Ook kan nagedacht worden over de rol van de overheid en de rol van de gemeente, wat lokaal of juist regionaal ingezet wordt, zodat kan worden ingespeeld op de samenstelling van de regio. Door te werken met een bepaalde categorisering (8 UMC’s, GGD-regio’s), wordt er meer regie in een kleinere setting georganiseerd om de transitie in de regio voor elkaar te krijgen. Want een transitie is het. Dat is waar de zorg naartoe moet. Elke zorgverlener weet dat digitalisering nodig is, dat chronisch zorg anders moet, dat preventie daarin cruciaal is. Corona heeft dat pijnlijk blootgelegd. Nu samen opstaan en de uitdagingen oppakken!

 

No brainer: ‘Health in all policies’

Inzetten op preventie vraagt ook kijken buiten de kaders van de zorg, zoals armoede in achterstandswijken en woningbouw met een gezonde leefomgeving. ‘Health in all policies’, zoals dat heet, is in Nederland nog mager geregeld. Zwitserland en een aantal Scandinavische landen zijn daar veel verder mee, waar gezondheid ook in andere facetten van de maatschappij wordt benadrukt.
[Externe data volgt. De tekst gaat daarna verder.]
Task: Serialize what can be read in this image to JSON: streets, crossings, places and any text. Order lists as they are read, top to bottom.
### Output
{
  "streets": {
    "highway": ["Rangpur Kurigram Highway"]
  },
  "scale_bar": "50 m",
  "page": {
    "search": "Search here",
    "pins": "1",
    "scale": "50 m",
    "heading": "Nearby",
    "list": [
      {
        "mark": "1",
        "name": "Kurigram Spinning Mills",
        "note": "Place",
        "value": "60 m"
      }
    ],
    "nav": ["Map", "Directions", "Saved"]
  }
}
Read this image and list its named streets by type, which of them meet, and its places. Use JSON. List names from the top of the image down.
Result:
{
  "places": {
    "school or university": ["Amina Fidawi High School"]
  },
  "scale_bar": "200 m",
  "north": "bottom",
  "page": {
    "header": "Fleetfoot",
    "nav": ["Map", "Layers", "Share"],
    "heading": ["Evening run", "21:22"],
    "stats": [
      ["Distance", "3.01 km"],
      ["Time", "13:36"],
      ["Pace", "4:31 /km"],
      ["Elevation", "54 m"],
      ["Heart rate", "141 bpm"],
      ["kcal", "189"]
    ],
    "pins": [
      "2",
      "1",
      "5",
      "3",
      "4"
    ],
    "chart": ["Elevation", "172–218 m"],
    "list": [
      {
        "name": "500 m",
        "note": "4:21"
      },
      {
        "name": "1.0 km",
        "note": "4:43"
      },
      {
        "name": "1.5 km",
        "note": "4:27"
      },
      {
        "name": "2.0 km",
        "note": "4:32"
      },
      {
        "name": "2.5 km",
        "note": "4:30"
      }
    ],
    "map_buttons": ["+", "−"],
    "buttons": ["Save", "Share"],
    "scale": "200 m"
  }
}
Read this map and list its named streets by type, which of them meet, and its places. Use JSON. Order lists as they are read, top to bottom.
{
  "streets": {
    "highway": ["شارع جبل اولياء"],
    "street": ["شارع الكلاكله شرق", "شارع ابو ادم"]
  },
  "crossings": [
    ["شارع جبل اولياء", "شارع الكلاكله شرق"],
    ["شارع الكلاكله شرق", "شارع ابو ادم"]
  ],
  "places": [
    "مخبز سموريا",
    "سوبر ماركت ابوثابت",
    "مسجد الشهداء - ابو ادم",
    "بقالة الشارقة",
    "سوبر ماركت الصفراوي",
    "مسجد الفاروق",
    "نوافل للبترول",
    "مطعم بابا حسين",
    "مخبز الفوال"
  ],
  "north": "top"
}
De laagste sociale klasse doet het grootste beroep op de gezondheidzorg en daarop wordt maar minimaal geïnvesteerd. Slechte woningen, weinig bewegingsruimte en veel schulden waardoor gezond eten niet te betalen is. Er zijn ruim 1 miljoen Nederlanders die op de armoedegrens leven in achterstandswijken. Eigenlijk absurd dat het in Nederland bestaat. Deze kwetsbare groepen worden onvoldoende geholpen. Dit is echt een no brainer dat we daarop inzetten met elkaar!

Over de auteur

Frederieke Vriends is eigenaar van FRIZ! en kwartiermaker Programma Mentale gezondheid Jeugd. Zij is opgeleid tot klinische neuropsycholoog. Ze is door haar ruime managementervaring zeer bedreven om zowel op bestuurlijk als operationeel niveau (digitale) transities en innovaties vorm te geven en waar te maken. Frederieke handelt vanuit een oprechte interesse wat mensen beweegt en motiveert. Ze combineert dat met een scherpe blik en met als heldere visie: de beste passende zorg voor iedereen.
Frederieke is nieuwsgierig, verbindend en creatief. Ze brengt mensen en ideeën samen en volgt graag een duidelijke koers. Veranderen, vernieuwen en waarmaken.

Ze heeft ervaring als manager in een academisch ziekenhuis, als strategisch adviseur voor VWS en stond aan de basis van het landelijke programma Zorgevaluatie en Gepast Gebruik. Momenteel werkt ze als kwartiermaker mentale gezondheid jongeren voor MIND.